HTML filtering of user supplied content
Scenario
Filtering HTML tags in user entered data is an important aspect of all
web based systems. It serves both to avoid security vunerabilities & allow
the site administrator control over what is displayed in the site. In
all WAF based applications I’ve worked on we’ve relied on the fact that
XSL transformers will automatically escape HTML tags unless you specifically
set the ‘disable-output-escaping’ attribute on the <xsl:value-of> tag.
While this has the virtue of being simple & very safe by default, its
crude on / off action is increasingly becoming a source of problems,
particulary with CMS content items.
For an idea of how its hurting, consider the following situation:
- The Agenda content type has a number of text attributes:
- Location
- Attendees
- Subject
- Contact
- Summary
- Body text
Typically, the XSL only allows tags in the ‘body text’ attribute
to be rendered – everything else is escaped. - When entering some non-west european languages, text reads from
right-to-left instead of left-to-right. To achieve this in HTML
you need to add the dir=”rtl” to you tags. If a particular field
in a stylesheet only ever holds a single language, then this can
be done in the XSL stylesheet, however, there are occasions when a
single block of text has multiple languages interspersed. In this
case, the user must enter <span dir=”rtl”> tags themselves.

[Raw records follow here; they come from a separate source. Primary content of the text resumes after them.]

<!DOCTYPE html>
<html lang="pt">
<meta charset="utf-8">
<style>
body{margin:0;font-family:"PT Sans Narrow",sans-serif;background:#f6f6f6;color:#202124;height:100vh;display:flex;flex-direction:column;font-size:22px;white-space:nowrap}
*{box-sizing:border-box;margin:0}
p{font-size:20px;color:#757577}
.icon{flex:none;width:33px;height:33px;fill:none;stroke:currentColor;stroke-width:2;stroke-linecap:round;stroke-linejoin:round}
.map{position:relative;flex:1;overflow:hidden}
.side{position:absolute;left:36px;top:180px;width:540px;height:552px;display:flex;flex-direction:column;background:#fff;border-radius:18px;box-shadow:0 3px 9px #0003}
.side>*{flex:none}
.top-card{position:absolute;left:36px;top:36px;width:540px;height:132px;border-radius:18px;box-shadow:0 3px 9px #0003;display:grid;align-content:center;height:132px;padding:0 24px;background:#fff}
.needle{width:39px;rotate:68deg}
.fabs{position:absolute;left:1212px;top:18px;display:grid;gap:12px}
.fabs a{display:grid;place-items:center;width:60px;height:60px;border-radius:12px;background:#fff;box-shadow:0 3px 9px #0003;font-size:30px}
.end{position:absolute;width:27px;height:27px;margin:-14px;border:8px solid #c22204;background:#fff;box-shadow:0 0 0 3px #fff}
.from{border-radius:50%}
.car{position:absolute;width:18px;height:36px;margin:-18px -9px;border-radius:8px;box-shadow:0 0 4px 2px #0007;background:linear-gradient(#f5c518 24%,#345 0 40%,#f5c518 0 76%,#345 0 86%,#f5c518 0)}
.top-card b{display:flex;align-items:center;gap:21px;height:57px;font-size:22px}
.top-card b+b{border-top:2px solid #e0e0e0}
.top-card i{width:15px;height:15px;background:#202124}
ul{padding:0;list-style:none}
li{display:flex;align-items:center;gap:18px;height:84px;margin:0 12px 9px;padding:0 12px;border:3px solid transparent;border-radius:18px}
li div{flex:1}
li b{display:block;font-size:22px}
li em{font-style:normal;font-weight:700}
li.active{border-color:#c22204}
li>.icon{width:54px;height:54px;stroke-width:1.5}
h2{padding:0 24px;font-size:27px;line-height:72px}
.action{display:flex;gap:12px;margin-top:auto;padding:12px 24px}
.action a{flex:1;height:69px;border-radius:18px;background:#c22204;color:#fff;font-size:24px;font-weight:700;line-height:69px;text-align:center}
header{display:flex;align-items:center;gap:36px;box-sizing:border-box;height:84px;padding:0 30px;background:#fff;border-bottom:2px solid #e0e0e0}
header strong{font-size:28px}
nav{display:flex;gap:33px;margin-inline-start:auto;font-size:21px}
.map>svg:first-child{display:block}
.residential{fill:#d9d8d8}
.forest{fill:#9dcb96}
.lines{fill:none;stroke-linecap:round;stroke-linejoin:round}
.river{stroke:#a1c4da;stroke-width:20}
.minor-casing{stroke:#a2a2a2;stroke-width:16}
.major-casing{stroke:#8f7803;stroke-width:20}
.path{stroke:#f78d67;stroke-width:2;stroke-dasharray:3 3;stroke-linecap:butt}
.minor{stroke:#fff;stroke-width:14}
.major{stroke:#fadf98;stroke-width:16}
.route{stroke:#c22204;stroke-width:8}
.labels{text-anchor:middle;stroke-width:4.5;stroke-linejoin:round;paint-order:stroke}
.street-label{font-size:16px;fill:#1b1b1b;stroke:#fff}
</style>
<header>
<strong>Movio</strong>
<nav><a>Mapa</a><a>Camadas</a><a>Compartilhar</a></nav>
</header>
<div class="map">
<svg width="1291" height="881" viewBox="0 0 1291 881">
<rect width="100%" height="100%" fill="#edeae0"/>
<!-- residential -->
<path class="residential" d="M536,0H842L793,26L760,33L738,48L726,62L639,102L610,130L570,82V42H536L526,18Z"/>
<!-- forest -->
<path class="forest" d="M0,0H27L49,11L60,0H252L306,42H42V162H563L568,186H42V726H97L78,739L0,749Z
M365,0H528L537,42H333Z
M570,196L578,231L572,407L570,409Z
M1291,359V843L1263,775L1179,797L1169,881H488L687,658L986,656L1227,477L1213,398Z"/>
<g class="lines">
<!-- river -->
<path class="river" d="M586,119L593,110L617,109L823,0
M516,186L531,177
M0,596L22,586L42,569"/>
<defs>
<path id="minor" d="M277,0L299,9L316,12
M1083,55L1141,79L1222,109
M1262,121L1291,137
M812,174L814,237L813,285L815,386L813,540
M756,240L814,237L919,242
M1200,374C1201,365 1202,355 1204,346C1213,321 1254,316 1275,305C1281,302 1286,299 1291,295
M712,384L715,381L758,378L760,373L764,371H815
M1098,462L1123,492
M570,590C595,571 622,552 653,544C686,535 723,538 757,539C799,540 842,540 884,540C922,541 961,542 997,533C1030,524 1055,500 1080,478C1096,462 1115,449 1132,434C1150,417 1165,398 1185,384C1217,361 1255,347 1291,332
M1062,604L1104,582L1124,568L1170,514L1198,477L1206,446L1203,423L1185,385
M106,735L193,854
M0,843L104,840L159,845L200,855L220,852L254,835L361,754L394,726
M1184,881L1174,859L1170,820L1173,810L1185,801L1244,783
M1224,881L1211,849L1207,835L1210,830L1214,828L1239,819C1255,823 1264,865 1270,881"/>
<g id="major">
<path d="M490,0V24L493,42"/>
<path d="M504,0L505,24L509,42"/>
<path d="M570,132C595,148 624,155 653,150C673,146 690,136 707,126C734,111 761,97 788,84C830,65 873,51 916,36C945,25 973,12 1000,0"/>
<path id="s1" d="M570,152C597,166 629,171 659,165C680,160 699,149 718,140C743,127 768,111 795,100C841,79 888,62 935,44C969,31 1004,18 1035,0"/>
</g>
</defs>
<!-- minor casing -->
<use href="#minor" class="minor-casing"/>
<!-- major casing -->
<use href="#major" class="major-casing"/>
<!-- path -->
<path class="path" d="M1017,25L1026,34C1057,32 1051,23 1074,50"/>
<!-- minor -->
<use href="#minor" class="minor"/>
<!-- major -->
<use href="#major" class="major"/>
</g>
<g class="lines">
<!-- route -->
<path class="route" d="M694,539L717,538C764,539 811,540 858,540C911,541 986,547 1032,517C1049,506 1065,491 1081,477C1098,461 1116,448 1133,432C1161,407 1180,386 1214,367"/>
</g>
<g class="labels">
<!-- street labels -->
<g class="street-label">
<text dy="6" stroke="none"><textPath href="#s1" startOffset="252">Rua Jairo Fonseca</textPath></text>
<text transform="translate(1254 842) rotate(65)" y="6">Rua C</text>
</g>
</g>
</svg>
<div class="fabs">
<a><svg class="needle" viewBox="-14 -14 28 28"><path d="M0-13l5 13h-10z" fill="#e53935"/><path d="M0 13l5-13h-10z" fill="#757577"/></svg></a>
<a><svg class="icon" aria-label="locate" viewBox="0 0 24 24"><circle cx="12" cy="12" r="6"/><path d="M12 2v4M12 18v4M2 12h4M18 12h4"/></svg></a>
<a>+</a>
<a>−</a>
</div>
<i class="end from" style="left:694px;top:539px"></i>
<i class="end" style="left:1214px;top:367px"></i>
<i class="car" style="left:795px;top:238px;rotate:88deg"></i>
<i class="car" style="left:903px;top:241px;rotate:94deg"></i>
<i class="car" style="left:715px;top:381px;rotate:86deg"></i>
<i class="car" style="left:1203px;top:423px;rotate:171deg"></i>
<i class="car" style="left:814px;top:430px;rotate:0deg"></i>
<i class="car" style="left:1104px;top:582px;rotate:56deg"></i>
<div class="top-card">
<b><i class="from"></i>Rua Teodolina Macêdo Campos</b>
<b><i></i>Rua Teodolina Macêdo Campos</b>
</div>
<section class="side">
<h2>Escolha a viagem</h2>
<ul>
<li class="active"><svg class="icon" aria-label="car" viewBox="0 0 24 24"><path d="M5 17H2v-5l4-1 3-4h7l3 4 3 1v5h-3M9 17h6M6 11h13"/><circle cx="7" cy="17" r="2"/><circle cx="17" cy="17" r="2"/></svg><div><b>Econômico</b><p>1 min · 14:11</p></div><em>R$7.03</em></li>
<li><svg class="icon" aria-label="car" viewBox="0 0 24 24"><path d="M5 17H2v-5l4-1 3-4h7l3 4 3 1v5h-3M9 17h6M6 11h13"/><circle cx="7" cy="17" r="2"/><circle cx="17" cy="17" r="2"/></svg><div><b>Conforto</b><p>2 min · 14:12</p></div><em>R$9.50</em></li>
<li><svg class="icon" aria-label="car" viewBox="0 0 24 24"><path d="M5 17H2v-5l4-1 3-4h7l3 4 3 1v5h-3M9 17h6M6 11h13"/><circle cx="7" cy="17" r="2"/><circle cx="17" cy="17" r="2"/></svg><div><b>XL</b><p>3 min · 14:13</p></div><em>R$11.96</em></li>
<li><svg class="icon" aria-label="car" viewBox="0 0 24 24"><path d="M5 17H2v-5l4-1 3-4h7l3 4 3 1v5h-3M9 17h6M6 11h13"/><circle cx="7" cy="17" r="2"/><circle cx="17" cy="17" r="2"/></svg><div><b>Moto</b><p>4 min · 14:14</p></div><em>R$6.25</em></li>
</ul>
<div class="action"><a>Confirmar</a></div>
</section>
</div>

The combination of these two points creates a problem, because we only
want to allow HTML in certain fields, but we need to enter tags
in any field to set the text direction.
The only way out of this is to change the XSLT so that all fields
allow any HTML tag to be rendered. Which in turn implies we need to
filter HTML tags in user entered data.
Use cases
Before considering how to filter HTML, lets enumerate a few use cases:
- Allow tag with ‘rtl’ attribute
- Allow any block or inline tag with ‘rtl’ attribute
- Allow any tag, but no onXXX event tags
- Allow any tag in the HTML-4.0 Strict DTD.
- Disallow any <font> and <blink> tags.
- Allow any inline markup.
- Disallow tables.
There is also the question of what you do to the text when encountering
a forbidden tag. There are two plausible actions:
- Strip out the tag, leaving the content
- Strip out the tag, including the content
The former is applicable for situations where you know the content of
the tag is safe, eg, stripping <font>…some text…</font> tags, you
ought to let ‘….some text…’ pass through. The latter is applicable
when stripping something like an <applet> tag.
Algorith design
So, a reasonable approach to filtering HTML would go something like this:
- Build up a rule set:
- Set a default ‘tag’ policy – one of:
- allow – don’t touch tag
- deny – remove tag & content
- filter – remove tag, leaving content
- Set a default ‘attribute’ policy – one of:
- allow
- deny
- Create a hash mapping ‘tag’ to ‘policy’ for all
tags with a non-default policy - For each tag, create a hash mapping ‘attribute’ to
‘policy’ for all attributes with a non-default
policy
- Set a default ‘tag’ policy – one of:
- Tokenise the HTML document, building up a parse tree,
matching opening & closing tags. Also fill in any closing
tags that were ommitted, eg typically </p>, </li> - Traverse the parse tree. When encountering a tag, apply
the rules- if the tag is allowed
- filter out any attributes which are denied
- output the opening tag
- process sub-tags (if any)
- output the closing tag (if any)
- if the tag is denied
- skip the opening tag
- skip sub-tags (if any)
- skip the closing tag
- if the tag is filtered
- skip the opening tag
- process sub-tags (if any)
- skip the closing tag (if any)
- if the tag is allowed
The only potentially difficult bit is 2) tokenizing the HTML
and building a syntax tree. Crucial features for such a parser
are
- Thread safe (we can be serving many requests at once)
- Efficient (ie fast at parsing large amounts of data)
- Character set aware (at least UTF-8)
For Java a suitable candidate is HTMLParser
while in Perl there is HTML::Tree
Integrating with applications
Now that we have the basics of the HTML filter worked out, there
is a question of integrating it with applications. There are three
possibilities:
- Filter the data in the form submission
- Throw a validation error in the from submission if
forbidden markup is found. - Filter the data when generating the output (ie XML or HTML in a JSP/CGI)
In most cases, a) and/or b) are the best approaches since they
catch the problem at the earliest stage. Indeed it may be best
to use a combination of both:
- Default action is to just throw validation error,
giving the user a chance to fixup their data. (this is
nice for letting the user deal with typos). - If they click the ‘cleanup HTML’ checkbox, then automatically
strip all remaining invalid tags.
The final thought is how to decide on the filtering rule sets.
Again, a one size fits all approach is probably too restrictive.
For example, when using the Article content type in CMS, it is
conceivable that role A (normal authors) should be allowed a
limited set of HTML, but role B (the organization web team) be
allowed arbitrary HTML. Thus there is a case for providing the
site administrator with the means to specify different filtering
rules per role.
In a wierd co-incidence just a couple of weeks after posting this I come across the newly launched html_scrub written by Scott McKellar to do almost exactly what I described for Groklaw.